Тем не менее он уволил Доре и назначил нового военного министра, старого и довольно безобразного на вид господина, на которого он мог всецело положиться. Так закончились мои усилия по укреплению собственных позиций с помощью Доре.
А теперь о рождении единственного законного ребенка Наполеона, несчастного Римского короля. Мальчик появился на свет в Тюильри двадцатого марта тысяча восемьсот одиннадцатого года, вскоре после увольнения Доре. Обстоятельства рождения известны мне из писем парижских друзей, в том числе и от секретаря Наполеона. Из их сообщений я смогла составить довольно детальную картину того, как это происходило.

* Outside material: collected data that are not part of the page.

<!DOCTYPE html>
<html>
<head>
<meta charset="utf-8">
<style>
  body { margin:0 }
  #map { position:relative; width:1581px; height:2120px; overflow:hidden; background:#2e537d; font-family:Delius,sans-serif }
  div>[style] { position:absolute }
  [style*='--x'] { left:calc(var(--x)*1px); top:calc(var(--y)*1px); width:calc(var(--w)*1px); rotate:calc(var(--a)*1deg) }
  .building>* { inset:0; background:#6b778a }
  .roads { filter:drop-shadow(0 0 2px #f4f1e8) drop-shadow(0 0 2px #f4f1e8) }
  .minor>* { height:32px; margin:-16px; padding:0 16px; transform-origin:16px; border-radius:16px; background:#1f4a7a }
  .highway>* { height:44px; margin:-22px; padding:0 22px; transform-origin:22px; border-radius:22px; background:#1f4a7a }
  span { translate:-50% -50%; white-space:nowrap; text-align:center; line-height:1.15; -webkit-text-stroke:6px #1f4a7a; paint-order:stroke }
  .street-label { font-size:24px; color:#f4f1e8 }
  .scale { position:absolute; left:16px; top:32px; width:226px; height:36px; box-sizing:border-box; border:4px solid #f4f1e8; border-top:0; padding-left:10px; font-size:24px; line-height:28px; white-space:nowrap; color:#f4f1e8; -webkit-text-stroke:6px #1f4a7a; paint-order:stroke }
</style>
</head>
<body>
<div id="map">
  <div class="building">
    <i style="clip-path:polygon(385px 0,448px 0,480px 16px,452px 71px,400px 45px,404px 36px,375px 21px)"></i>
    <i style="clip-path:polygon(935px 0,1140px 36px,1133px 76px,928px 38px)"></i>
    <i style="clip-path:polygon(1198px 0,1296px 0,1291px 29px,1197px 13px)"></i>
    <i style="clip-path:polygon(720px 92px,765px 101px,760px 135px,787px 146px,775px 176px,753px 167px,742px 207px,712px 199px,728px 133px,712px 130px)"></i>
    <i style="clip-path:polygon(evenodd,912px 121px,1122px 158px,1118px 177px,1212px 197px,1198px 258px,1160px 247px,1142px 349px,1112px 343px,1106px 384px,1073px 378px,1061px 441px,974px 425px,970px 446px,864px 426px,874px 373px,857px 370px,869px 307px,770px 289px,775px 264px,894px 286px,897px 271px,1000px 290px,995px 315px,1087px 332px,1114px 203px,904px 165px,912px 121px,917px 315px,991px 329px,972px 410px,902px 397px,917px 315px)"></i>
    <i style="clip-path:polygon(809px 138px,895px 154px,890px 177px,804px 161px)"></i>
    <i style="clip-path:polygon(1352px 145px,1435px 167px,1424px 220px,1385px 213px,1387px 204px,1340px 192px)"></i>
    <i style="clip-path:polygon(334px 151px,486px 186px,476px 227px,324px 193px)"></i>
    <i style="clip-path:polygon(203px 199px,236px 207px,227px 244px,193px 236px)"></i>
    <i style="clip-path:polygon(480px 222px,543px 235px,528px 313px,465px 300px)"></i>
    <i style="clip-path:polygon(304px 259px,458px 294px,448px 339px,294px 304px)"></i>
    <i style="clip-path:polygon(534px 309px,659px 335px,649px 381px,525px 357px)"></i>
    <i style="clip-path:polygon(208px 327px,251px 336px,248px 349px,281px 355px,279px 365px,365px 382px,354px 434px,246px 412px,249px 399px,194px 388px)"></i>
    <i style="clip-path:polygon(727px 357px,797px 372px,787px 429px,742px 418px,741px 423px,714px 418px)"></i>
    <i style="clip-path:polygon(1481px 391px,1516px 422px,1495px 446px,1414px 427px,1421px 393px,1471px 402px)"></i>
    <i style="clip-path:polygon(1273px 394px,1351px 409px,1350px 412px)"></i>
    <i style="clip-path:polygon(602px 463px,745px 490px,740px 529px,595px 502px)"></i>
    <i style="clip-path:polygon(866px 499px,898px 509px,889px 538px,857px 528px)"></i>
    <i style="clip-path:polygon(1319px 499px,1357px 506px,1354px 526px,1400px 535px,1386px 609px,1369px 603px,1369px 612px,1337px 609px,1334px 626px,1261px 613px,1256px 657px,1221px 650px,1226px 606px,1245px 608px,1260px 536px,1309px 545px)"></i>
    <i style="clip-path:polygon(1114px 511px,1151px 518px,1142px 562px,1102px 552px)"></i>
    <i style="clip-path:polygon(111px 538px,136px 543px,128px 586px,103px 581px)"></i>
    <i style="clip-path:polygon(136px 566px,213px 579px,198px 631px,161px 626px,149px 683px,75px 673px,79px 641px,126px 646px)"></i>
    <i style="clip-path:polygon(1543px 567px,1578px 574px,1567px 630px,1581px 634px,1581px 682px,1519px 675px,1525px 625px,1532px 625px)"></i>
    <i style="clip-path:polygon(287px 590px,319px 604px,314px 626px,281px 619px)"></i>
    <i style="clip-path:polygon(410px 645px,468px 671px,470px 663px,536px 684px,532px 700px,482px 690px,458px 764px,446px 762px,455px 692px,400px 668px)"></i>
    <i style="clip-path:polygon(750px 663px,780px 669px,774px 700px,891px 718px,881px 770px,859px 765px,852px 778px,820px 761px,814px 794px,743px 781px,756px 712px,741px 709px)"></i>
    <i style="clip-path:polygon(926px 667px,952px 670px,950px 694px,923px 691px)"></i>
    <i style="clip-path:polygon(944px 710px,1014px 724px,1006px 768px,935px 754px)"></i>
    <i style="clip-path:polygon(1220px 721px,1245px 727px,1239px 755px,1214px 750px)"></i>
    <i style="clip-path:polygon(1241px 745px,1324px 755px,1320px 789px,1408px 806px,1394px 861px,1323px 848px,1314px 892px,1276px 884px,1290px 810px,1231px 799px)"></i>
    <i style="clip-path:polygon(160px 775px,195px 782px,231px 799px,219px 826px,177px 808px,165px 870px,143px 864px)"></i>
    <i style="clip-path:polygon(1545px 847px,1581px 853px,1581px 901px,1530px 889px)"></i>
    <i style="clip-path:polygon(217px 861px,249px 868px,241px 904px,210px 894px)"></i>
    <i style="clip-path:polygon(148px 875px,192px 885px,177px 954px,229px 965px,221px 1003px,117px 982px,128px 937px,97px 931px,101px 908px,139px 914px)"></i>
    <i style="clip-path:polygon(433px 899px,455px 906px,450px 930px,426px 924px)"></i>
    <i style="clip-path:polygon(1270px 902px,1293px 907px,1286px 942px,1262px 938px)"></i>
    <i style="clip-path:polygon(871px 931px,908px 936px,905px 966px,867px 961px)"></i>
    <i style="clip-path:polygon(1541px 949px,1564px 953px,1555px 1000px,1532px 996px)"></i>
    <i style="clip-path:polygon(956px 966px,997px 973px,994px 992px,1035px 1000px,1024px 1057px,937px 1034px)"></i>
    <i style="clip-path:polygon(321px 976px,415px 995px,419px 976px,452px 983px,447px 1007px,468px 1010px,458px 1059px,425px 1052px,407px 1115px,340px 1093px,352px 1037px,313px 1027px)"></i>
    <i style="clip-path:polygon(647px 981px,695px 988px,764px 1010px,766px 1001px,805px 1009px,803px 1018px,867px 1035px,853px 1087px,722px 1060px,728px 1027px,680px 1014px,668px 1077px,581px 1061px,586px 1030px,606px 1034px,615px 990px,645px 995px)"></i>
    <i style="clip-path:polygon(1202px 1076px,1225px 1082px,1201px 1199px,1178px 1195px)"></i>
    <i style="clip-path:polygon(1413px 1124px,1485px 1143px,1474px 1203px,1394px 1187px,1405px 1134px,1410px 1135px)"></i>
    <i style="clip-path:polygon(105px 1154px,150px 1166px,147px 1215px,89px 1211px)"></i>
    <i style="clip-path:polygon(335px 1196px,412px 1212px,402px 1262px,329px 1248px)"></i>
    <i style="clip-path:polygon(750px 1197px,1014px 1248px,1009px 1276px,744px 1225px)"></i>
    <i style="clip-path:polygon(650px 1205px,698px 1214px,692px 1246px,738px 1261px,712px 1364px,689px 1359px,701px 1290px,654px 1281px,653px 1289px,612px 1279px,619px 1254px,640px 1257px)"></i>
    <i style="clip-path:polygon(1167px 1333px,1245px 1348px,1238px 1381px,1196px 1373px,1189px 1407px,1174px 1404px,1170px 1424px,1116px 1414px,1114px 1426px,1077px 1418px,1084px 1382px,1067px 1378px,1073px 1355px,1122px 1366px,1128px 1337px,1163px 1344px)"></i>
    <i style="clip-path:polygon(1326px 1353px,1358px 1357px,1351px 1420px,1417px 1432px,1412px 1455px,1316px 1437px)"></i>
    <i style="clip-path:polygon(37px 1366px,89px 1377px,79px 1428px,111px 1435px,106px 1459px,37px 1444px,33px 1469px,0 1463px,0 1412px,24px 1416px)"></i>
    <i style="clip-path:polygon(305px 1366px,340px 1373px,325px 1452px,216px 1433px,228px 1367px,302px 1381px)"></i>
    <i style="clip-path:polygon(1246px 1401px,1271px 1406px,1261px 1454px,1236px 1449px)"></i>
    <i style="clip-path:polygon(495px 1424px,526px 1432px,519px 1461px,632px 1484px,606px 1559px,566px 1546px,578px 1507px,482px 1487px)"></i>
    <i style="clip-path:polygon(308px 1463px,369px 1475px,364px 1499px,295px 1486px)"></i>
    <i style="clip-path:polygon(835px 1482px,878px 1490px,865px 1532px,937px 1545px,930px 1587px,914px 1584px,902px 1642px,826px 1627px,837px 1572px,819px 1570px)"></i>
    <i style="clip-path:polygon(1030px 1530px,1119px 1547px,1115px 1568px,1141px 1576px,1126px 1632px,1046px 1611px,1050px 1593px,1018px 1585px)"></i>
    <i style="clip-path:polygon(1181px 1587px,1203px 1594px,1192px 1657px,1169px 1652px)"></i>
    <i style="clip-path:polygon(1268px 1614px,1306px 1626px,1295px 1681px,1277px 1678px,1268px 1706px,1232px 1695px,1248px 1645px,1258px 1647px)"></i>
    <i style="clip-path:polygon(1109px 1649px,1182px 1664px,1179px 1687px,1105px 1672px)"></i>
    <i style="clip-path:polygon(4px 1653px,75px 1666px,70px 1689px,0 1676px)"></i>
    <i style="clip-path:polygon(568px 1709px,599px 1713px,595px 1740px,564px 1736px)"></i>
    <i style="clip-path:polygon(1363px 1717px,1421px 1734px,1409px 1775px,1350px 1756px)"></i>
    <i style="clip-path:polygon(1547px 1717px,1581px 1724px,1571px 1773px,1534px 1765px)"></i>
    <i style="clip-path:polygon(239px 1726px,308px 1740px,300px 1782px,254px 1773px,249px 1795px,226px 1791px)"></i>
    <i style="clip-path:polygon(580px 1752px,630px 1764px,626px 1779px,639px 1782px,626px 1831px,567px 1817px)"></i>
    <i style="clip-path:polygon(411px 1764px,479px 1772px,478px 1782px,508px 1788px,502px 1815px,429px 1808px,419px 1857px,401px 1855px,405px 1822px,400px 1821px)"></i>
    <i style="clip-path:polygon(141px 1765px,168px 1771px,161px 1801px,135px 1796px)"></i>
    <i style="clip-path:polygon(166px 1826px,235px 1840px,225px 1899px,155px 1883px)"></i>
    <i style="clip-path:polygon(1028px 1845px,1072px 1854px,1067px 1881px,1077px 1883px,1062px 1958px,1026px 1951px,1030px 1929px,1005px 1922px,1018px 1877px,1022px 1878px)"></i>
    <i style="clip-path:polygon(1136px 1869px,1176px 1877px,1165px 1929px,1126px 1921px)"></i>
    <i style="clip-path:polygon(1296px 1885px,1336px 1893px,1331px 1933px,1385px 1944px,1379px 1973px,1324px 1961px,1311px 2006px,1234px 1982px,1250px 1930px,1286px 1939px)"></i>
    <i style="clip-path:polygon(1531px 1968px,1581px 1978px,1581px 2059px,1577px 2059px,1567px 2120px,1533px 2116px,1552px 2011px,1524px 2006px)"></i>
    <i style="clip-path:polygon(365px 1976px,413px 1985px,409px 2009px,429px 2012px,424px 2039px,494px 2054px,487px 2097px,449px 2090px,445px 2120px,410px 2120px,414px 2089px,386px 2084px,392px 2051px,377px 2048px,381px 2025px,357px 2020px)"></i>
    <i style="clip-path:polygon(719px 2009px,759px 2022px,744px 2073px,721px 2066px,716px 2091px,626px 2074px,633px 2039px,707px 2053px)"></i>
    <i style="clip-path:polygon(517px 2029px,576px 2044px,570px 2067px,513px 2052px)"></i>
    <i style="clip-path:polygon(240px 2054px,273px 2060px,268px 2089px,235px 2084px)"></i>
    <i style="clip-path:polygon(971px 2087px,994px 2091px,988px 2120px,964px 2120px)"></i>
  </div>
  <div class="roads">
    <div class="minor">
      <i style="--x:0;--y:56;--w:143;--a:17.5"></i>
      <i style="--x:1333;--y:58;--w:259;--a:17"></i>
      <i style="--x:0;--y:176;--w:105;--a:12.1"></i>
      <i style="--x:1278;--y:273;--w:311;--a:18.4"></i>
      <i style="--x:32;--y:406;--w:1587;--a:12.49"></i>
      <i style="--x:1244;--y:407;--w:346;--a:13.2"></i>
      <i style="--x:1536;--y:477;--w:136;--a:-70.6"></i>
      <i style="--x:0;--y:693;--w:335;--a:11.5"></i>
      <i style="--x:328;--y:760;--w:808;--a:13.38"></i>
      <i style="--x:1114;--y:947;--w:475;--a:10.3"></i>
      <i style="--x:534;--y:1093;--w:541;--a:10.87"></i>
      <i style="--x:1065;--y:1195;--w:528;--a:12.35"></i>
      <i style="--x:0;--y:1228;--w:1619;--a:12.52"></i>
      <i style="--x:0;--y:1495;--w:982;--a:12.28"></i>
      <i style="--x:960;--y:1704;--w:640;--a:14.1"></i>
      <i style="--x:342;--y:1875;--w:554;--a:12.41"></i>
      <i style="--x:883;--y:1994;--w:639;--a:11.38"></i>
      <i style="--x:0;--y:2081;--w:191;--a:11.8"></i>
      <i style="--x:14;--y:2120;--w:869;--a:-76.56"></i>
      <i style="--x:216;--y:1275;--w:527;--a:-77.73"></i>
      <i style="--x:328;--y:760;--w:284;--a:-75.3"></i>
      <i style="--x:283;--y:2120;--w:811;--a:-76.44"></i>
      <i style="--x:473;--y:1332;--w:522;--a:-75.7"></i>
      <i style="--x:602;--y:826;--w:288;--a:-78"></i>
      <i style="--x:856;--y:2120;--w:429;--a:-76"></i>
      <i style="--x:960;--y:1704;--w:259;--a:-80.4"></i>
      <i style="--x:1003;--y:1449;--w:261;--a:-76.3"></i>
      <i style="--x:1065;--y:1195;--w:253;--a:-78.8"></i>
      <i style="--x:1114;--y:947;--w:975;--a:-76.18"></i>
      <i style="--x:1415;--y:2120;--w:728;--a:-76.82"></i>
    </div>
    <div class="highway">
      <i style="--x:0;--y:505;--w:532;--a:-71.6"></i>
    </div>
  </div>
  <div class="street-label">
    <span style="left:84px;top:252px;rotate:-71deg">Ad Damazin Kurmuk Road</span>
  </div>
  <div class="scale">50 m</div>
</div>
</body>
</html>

Вечером девятнадцатого марта беременная австрийская телка прогуливалась с Наполеоном на террасе дворца. Представляю себе, как император время от времени собственноручно клал ей в рот кусочки итальянского шоколада, причем делал это весело, поскольку разлив желчи уже больше был не в состоянии породить ложные надежды, но зато, возможно, ускорить ожидаемое с таким нетерпением знаменательное событие. Прогуливаясь, Мария-Луиза внезапно пожаловалась на боли в ее величественном императорском животе. Наполеон поспешил в покои, уложил ее в постель и срочно послал за самым главным, то есть акушером, который и объявил, что родовые схватки, несомненно, начались.
— Позаботьтесь о том, чтобы во всех церквах Парижа звонили в колокола, — наказал он Меневалю.
Сперва Наполеон намеревался постоянно находиться рядом с Марией-Луизой, но не смог выдержать вида ее искаженного болью лица и ужасных воплей. Бледный и потрясенный, он в сопровождении Меневаля удалился в свой кабинет.
— Скажите им использовать наркотическое средство, — пробормотал Наполеон.
— Ваше Величество, Ее Императорское Величество запретила это из религиозных соображений.
— Мужественная, хотя и глупая, женщина, Меневаль… Ребенок должен быть мальчиком! Все мои планы, все мое счастье, сама моя жизнь зависит от этого! — неожиданно, как безумный, вскричал он.
Меневаль хранил спокойное молчание.
— Я знаю, что вы думаете, что думают все, — горячо продолжал Наполеон. — Пол ребенка определяют только боги, но до сих пор они были милостивы ко мне.
В этот момент в кабинет вошел акушер.
— Ну? — уставился на него Наполеон.
— Ваше Величество, — проговорил акушер, нервничая, — роды проходят трудно и, вероятно, затянутся.
Несмотря на крайнее возбуждение и тревогу, Наполеон все же решил занять суровую позицию. В действительности, как Наполеон позднее рассказывал Меневалю, он был суровым только по отношению к самому себе.
— Императрица всего лишь женщина, — заявил он. — Обращайтесь с ней так, как стали бы обращаться с простой мещанкой с Руэ-Сен-Дени.
Потом Наполеон какое-то время ходил взад и вперед по комнате, что-то бормоча себе под нос. Затем он резко повернулся к Меневалю.
— Есть какие-нибудь неотложные дела? Мне нужно чем-нибудь отвлечься.
Боязливо Меневаль сообщил Наполеону, что в полдень имел неофициальную беседу с русским послом. В Санкт-Петербурге росла озабоченность продолжающейся континентальной блокадой английских товаров, и стало ясно, что скоро будет направлен официальный протест. Кроме того, русских беспокоило и передвижение французских армий близ границы с Польшей.
— Есть другие жалобы из Санкт-Петербурга? — зло спросил Наполеон.
— Ваше Величество, ощущается глубокое недовольство вашим захватом немецкого побережья от Голландии до Балтики, а также оккупацией Вашим Величеством Ольденбурга. Русский царь считает это нарушением Тильзитского договора.